::: RECORDED INFORMATION

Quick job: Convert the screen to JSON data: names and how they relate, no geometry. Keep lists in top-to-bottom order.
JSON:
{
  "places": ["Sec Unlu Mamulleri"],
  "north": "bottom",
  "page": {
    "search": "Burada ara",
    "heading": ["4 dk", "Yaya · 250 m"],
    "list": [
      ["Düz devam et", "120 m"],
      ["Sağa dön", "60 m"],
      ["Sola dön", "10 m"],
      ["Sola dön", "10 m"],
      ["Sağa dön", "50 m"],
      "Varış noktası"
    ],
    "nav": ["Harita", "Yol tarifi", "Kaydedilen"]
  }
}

::::::

» WHAT TO DO:
Reproduce the records above with every character intact.

» RESULT:
Quick job: Convert the screen to JSON data: names and how they relate, no geometry. Keep lists in top-to-bottom order.
JSON:
{
  "places": ["Sec Unlu Mamulleri"],
  "north": "bottom",
  "page": {
    "search": "Burada ara",
    "heading": ["4 dk", "Yaya · 250 m"],
    "list": [
      ["Düz devam et", "120 m"],
      ["Sağa dön", "60 m"],
      ["Sola dön", "10 m"],
      ["Sola dön", "10 m"],
      ["Sağa dön", "50 m"],
      "Varış noktası"
    ],
    "nav": ["Harita", "Yol tarifi", "Kaydedilen"]
  }
}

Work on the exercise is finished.